The student's voice was evident as we listened to 5 pupils' experiences.  Helen English is the EAL coordinator and introduced us to the Erasmus+ projects she is involved with. She set up a home language club in 2017, and they had children from Russian, Polish, Maltese, Albanian and Lithuanian backgrounds. Parents help out with this club, and the PPLI funds teachers. 


The first student we met was from a Russian/Romanian and Moldovan background. She spoke highly of the TY 4th class EPAS programme and how the EU works. The students see the culture of the other students through online collaborations. 
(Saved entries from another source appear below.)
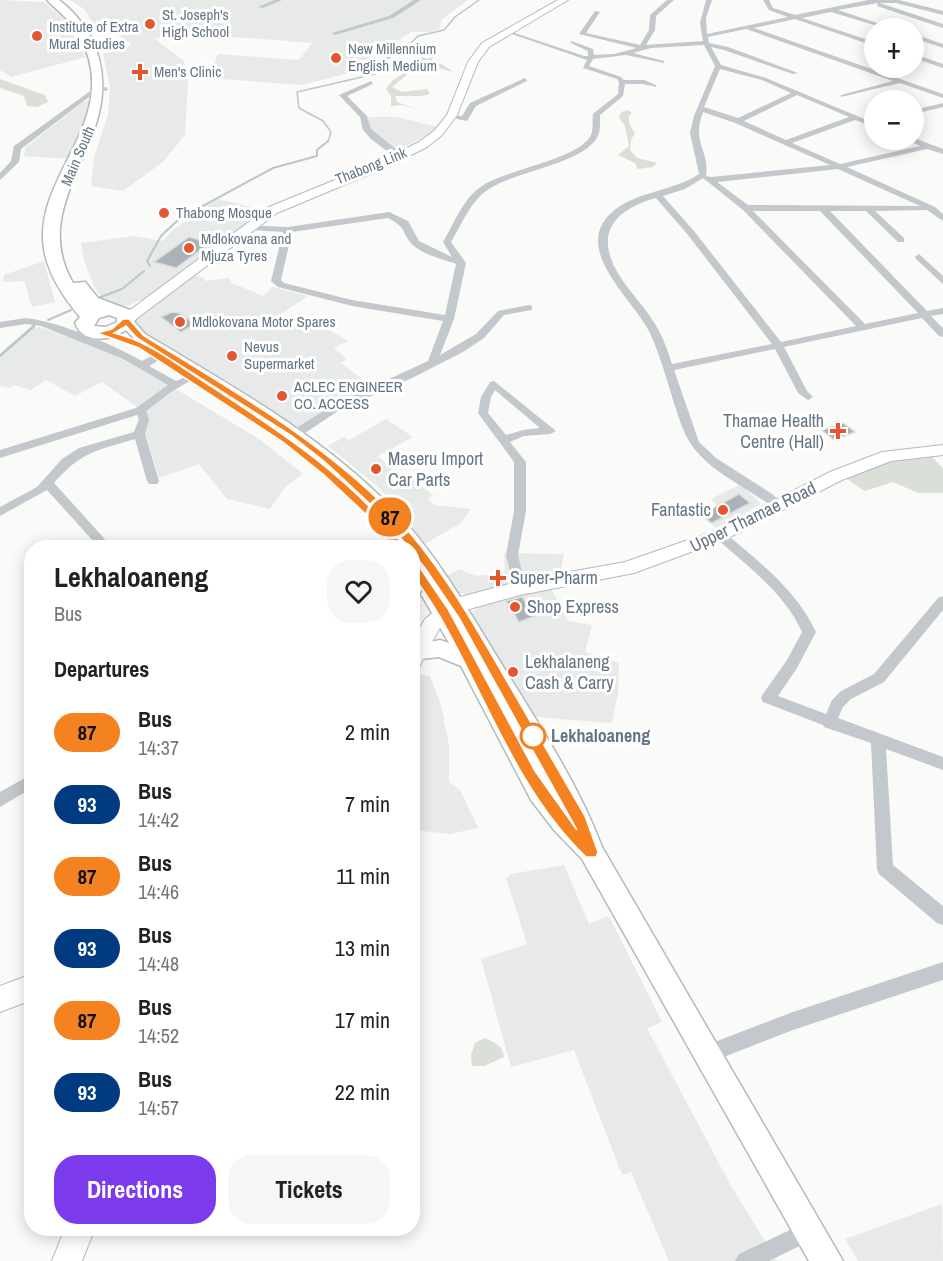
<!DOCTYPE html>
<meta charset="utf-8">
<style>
body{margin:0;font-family:"Archivo Narrow",sans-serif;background:#f6f6f6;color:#222;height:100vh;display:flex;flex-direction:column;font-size:22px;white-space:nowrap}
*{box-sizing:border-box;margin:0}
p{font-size:20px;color:#767676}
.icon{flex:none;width:33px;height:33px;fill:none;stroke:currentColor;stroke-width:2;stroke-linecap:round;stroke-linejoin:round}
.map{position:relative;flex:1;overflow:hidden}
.panel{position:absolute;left:24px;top:540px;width:396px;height:696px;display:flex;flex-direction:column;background:#fff;border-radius:24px;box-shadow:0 3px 15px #0003}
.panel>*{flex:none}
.badge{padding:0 12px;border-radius:20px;font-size:21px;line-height:39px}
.buttons{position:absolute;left:864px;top:18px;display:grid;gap:12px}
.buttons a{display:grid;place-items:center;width:60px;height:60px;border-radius:50%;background:#fff;box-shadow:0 3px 15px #0003;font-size:30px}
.map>.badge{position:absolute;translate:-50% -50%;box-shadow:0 0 0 3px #fff}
h2{padding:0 30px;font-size:22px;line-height:54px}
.round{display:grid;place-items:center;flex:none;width:63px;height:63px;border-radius:24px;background:#f6f6f6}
.headline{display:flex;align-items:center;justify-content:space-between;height:102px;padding:0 30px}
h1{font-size:28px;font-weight:700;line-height:45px}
.cta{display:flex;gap:12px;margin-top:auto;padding:12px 30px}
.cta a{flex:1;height:69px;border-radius:24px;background:#7c3aed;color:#fff;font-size:24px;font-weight:700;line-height:69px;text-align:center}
.cta a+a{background:#f6f6f6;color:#222}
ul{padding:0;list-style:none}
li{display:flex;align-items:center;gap:18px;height:72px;padding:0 30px}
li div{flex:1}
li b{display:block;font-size:22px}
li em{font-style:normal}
li .badge{min-width:66px;font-weight:700;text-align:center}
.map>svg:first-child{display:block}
.built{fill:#e8e9e9}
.green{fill:#dadfd7}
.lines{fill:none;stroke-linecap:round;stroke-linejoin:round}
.stream-far2{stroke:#bbc7cb;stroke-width:1.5}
.stream-far1{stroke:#bbc7cb;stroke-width:2}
.stream{stroke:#bbc7cb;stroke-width:3}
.building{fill:#aab3b9;stroke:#dcdcda;stroke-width:1.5}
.secondary-casing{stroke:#b3babf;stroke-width:2}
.primary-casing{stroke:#b5babe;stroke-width:3}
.highway-casing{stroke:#b4b9bd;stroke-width:3}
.street{fill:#c3c8cc;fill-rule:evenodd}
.secondary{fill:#fff;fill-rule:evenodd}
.primary{fill:#fff;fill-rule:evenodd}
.highway{fill:#fff;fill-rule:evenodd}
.line{fill:#f58220;stroke:#fff;stroke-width:1.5}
.poi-dot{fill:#e4572e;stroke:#fff;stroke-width:2}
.stop-dot{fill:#fff;stroke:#f58220;stroke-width:3}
.labels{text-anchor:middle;stroke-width:6;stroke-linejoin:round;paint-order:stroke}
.far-poi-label{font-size:15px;fill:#657683;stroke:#fff;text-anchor:start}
.far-street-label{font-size:15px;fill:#657683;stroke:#fff}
.poi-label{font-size:18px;fill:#657683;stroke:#fff;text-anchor:start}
.street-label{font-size:18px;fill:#657683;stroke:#fff}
.stop-label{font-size:18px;font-weight:bold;fill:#657683;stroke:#fff;text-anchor:start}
</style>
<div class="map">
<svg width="943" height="1261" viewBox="0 0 943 1261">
<rect width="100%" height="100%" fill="#fafaf8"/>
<g class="built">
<polygon points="0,0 44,2 63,18 86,57 11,77 0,70"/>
<polygon points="70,0 468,0 441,20 440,28 431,32 411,32 393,44 379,49 364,69 302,85 208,78 218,54 299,60 312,43 208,35 209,23 155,39 184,61 188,83 185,135 163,162 123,191 91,186 94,157 108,114 110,87 103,54 132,45 105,25 94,25 84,9"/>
<polygon points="91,100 90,114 70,159 24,156 26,147 83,102"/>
<polygon points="369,117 397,117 437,127 428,135 396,151 377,137 366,124"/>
<polygon points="218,199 264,210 181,273 203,277 205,281 229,278 232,283 263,296 273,287 308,296 278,316 302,329 316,322 348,341 334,348 347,359 341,363 374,388 298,428 140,329 137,322 140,315 156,303 143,299 127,306 116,306 106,303 95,288 85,264 81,243 134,236 162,241 174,229"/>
<polygon points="44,261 55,302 32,307 24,281 3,282 4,275"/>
<polygon points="39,327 103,349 181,392 259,439 303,474 285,487 270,509 227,499 199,464 159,478 145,433 147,414 102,382 75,396 46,380 31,390 13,385 10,388 0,386 0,359 33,328"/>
<polygon points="386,419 413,437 378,456 399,476 405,473 433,495 428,499 435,505 471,509 461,523 423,545 397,519 405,516 377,486 328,446 344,437 349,440"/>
<polygon points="741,484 761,504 717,529 701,515 718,506 711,499"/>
<polygon points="504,553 564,554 561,569 563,577 551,588 568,621 592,625 585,652 619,663 618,693 612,723 536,717 470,612 477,609 466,594 456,592 444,577 459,569 476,576 505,573"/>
<polygon points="413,674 430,676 441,705 449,745 449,782 460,790 478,828 450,834 413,830"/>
<polygon points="564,865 589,924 609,916 662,1022 647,1028 730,1184 777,1261 669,1261 631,1172 622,1175 574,1050 511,1067 481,959 527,944 506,878 511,874"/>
<polygon points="942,1204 943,1261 858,1261 845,1239"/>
</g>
<g class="green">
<polygon points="433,54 432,61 443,65 453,72 417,62 415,68 392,87 402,92 427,89 430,94 421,96 395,96 397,102 416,109 402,105 391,106 391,96 386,89 392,81 413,67 417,56 429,59"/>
<polygon points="0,79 45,95 48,102 37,107 27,106 24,96 0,88"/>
<polygon points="629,110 632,114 629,115 629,123 635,134 631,139 630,150 637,158 657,163 653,167 638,169 635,163 618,155 629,146 625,126 619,118 621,112"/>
<polygon points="930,454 943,469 943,493 918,493 893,482 865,491 847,479 875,464"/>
<path d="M485 1038C495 1043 503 1045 504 1057L484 1066H472L471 1055 475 1043Z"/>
</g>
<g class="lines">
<polyline class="stream-far2" points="328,142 331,132 323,121 299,108 297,92 375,74 384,60 407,47 418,36 444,30 455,17 479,0"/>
<g class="stream-far1">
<polyline points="150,266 147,261 161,236 179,219 273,168 317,156 317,150 328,141"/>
<polyline points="98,298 122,289 144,271"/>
<polyline points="48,320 71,310"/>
</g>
<polyline class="stream" points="0,356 34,326"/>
</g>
<g class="building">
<polygon points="189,237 210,243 176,268 154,262"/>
<polygon points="172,312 179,313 196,324 181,332 161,317"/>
<polygon points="843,423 855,432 834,440 822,430"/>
<polygon points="739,494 750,503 712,523 701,515"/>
<polygon points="522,597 535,616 519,622 506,601"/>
</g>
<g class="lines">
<defs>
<g id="secondary">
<polygon points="558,0 568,0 489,47 478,62 457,115 442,135 427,147 387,167 277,213 132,322 122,322 122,316 269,207 379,162 419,142 434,131 447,115 468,62 482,43"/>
<polygon points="943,445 943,455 891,461 842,480 726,539 634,573 520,595 462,611 439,629 419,667 412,669 412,642 425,619 449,600 520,581 625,562 714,531 830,472 882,452"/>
<polygon points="32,974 32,1000 0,1012 0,986"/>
<polygon points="65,1228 95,1228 82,1261 52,1261"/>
</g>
<path id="primary" d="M126 316 131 318 145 334C232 386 322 436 393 509 440 557 473 619 509 676 543 731 579 786 602 847L843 1261H809L582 859 554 830 531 800 461 666 439 657 412 660V646L440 640 449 643 421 594 424 589 432 587 412 558V548H404C335 456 230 400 135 340L118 321Z"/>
<path id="highway" d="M47 0H59C79 15 93 36 99 59 121 144 26 202 73 283L85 282 98 298 130 310 136 319C126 339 84 349 75 323L80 317C64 298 48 275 44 249 32 173 127 119 78 33 70 19 57 11 47 0ZM109 315 117 318V322L106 327 94 326 99 318Z"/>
</defs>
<use href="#secondary" class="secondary-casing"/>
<use href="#primary" class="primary-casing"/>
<use href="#highway" class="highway-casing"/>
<g class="street">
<polygon points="274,0 282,0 263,8 258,7"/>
<polygon points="414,0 421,0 393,18 335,35 332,33 389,16"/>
<path d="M667 0H674L656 16 655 30 646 45 703 41 700 23 706 0H712L706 18 707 34 788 17 769 10 763 0H769L773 8 795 15 868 0H899L943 11V15L896 3H880L943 24V28L877 6 878 3 838 10 892 28H884L831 12 802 18 874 42V46L795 19 754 28 943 94V98L900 83 841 97V95L893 81 746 29 708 37 709 43 728 47 798 73 793 74 724 50 711 47 721 65 766 78 874 123V127L855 120 792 143 840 164 920 146 908 140 914 138 943 149V154L927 149 847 167 935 207 943 214V221L927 210 875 211 904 238V242H898L866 211H830L927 311 943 308V314L931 316 943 328V337L939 336 922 318 784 347 807 391 813 397 808 400 798 393 775 349 674 370 699 442 716 458 772 494 784 505 782 508H774C742 483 699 469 683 429 671 398 664 364 650 333 635 301 571 250 611 213 635 191 672 192 699 174L690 133 694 116 715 66 704 45 651 48 633 53 664 61V63L626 55 593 59 589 66 621 77 624 80H644L656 85V87L643 84H625L623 96 600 115C600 122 601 131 597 138 581 164 516 171 489 189 471 200 462 224 451 242L466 263 454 319 440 355 476 334 498 311 529 305 532 306V310L504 315 484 338 463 352 412 378 341 409 290 443H282V437L333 405 428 361 443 321 352 306 278 287 271 281 283 232 248 230 244 227 245 225 288 227 389 212 408 221 419 241 452 257 443 242C454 224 463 198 482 186 508 169 575 160 590 137 594 130 592 121 593 114L618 94 619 82 617 79 583 68 587 60 506 32V30L584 56H588V51L571 43V41L593 49 594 55 614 54 637 48 579 34 595 11 600 12 586 33 640 45 649 30 650 15ZM720 69 762 80 791 93 738 118 704 107ZM797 95 849 117 786 140 744 121ZM703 112 735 123 830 165 711 177 706 176C710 150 691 144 703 112ZM838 169 920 206 748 205 717 182ZM703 178 743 210 856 326 781 342 694 231 663 196 685 189ZM656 198 688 235 772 344 672 364C667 348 661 332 651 318 642 304 630 292 621 278 593 236 612 210 656 198ZM753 211H820L918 313 865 324ZM388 218C409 229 400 232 413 245 423 255 443 259 456 264L445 315 352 300 284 283 281 280 292 232Z"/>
<polygon points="914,34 943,44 943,48 914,38"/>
<polygon points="914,54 943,64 943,68 914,58"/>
<polygon points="525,78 527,81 476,106 467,121 447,117 451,115 462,116 470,103"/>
<polygon points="371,81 373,84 347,96 367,116 371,129 402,154 402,158 396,158 371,139 363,130 360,117 339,95"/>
<polygon points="106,87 108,90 93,94 21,149 19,162 0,180 0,173 11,161 14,146 89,92"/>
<polygon points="943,103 943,107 914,114 914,110"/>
<polygon points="919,254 943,276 943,284 916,259 915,257"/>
<path d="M26 318C60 322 112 344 142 361L155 354H163V358L149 366 176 381 192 374 197 377 171 392 146 411 149 419 145 434 159 481 157 484H149L147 481 135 439C96 451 82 451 54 483L103 537 105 540 103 543H95L47 490 0 516V507L37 487 62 459 79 448 134 432 139 419 137 415 0 458V450L136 408 168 385 121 358 41 326 26 324 0 328V322Z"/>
<path d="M494 381 556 431 550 434 524 436 510 442 526 462V511L518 555 526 588 520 593 514 588 506 555 514 511V462L478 413 481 397 490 382ZM495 390 540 428 523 430 506 435 488 413 491 397Z"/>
<path d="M720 531 724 532C759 562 796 589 816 632L797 668 778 696 826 714 832 700 841 691 874 674 938 598 943 596V610L884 682 851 699 843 707 838 718 943 757V770L886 749 893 865 943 906V925L937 923 879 874 877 869 871 743 824 727 823 725 763 702 761 698 763 694 787 660 802 632C785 593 747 566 716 538L714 535Z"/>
<polygon points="32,774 32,788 0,807 0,792"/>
<polygon points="943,962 943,980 793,1030 706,1064 699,1062 697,1055 699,1048 793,1012"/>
<polygon points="809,1221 816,1224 819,1231 816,1238 769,1261 735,1261 739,1254"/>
</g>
<use href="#secondary" class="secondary"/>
<use href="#primary" class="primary"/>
<use href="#highway" class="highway"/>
</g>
<path class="line" d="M123 319H129L143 335C230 389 318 438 390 511 435 557 469 615 501 671 529 719 557 767 585 816L598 852 596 857H586C517 791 486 696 439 615 429 598 417 582 407 565L409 562H416L448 609 535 771 577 830 459 618 425 568 384 517 325 462 292 436 137 338 126 326 114 333C148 341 176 364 206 383 278 430 350 476 403 545V550H395L373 521 324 475 283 442 139 348 97 333 112 329Z"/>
<g class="poi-dot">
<circle cx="150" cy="24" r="6"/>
<circle cx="37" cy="36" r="6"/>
<circle cx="336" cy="58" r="6"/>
<path d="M137 63h6v6h6v6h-6v6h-6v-6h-6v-6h6z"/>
<circle cx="164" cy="213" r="6"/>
<circle cx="189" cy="248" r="6"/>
<circle cx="180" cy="322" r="6"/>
<circle cx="232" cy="356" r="6"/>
<circle cx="282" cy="396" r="6"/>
<path d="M835 422h6v6h6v6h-6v6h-6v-6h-6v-6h6z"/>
<circle cx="376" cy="469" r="6"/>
<circle cx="723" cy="510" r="6"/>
<path d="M495 569h6v6h6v6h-6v6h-6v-6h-6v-6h6z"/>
<circle cx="515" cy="607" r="6"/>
<circle cx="513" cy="672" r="6"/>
</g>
<circle class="stop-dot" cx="533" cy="736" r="12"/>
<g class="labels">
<g class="far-poi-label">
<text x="162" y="20">St. Joseph's<tspan x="162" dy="17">High School</tspan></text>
<text x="49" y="32">Institute of Extra<tspan x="49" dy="17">Mural Studies</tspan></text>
<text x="348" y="54">New Millennium<tspan x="348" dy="17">English Medium</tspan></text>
<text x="154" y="77">Men's Clinic</text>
<text x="176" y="218">Thabong Mosque</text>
<text x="201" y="244">Mdlokovana and<tspan x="201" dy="17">Mjuza Tyres</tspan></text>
<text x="192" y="327">Mdlokovana Motor Spares</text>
<text x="244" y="352">Nevus<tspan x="244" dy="17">Supermarket</tspan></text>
<text x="294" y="392">ACLEC ENGINEER<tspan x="294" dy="17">CO. ACCESS</tspan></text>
</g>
<g class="far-street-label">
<text transform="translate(78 156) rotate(-67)" y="5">Main South</text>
<text transform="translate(371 166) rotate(-22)" y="5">Thabong Link</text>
</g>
<g class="poi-label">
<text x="824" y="427" text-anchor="end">Thamae Health<tspan x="824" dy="21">Centre (Hall)</tspan></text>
<text x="388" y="465">Maseru Import<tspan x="388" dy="21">Car Parts</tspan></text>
<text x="711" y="516" text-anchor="end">Fantastic</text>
<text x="510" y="584">Super-Pharm</text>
<text x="527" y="613">Shop Express</text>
<text x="525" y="668">Lekhalaneng<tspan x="525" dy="21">Cash &amp; Carry</tspan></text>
</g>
<g class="street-label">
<text transform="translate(753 517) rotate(-26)" y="6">Upper Thamae Road</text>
</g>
<g class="stop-label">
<text x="551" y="742">Lekhaloaneng</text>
</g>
</g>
</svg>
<div class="buttons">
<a>+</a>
<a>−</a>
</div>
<b class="badge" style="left:390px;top:517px;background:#f58220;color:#111">87</b>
<section class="panel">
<div class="headline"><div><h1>Lekhaloaneng</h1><p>Bus</p></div><a class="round"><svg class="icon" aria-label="heart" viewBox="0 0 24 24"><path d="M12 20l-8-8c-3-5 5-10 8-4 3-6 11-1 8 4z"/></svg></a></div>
<h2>Departures</h2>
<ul>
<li><span class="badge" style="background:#f58220;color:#111">87</span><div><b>Bus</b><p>14:37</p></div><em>2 min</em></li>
<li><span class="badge" style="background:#003b80;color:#fff">93</span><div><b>Bus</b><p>14:42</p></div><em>7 min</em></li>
<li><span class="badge" style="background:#f58220;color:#111">87</span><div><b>Bus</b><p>14:46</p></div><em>11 min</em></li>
<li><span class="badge" style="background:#003b80;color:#fff">93</span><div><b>Bus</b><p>14:48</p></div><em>13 min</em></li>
<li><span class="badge" style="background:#f58220;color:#111">87</span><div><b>Bus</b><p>14:52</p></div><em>17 min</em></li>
<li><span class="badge" style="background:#003b80;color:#fff">93</span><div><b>Bus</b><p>14:57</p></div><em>22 min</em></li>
</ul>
<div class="cta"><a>Directions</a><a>Tickets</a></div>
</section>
</div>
The next two students attend Polish after school. They study for an hour and a half two evenings a week. The classes are small, with 4-5 students, and they learn so much about the country's culture and history.  They love staying in school as the principal sends sandwiches and drinks to encourage the kids to stay in school!


They organised an International Day with food stalls, and students and staff were encouraged to wear their national dress. They also participated in a European Translation Competition, Jovenes Translators in September 2022.


The next student we met learned Russian to communicate with his grandmother in St. Petersburg.  We saw a lovely Christmas card he had created for her in Russian, which was so well received and appreciated. 


A girl with a Chinese background spoke about how she didn't have to choose between her two cultures. The school and the extra help with her home language helped her to be a part of both languages.


The last girl was from a mixed nationality background. Her intercultural day stand allowed her to meet students who spoke some of the same home languages as her - Slovak, Lithuanian and Russian.  


We also heard from the language teacher Giorgana Goci, about how they support Romanian teaching in their school and in Ireland. They are involved with many volunteers in storytelling sessions, theatre courses, creative writing workshops and all levels of Romanian learners. They also have a reading club within the school. 


These students were so eloquent we can safely say they were an inspiration for all of us.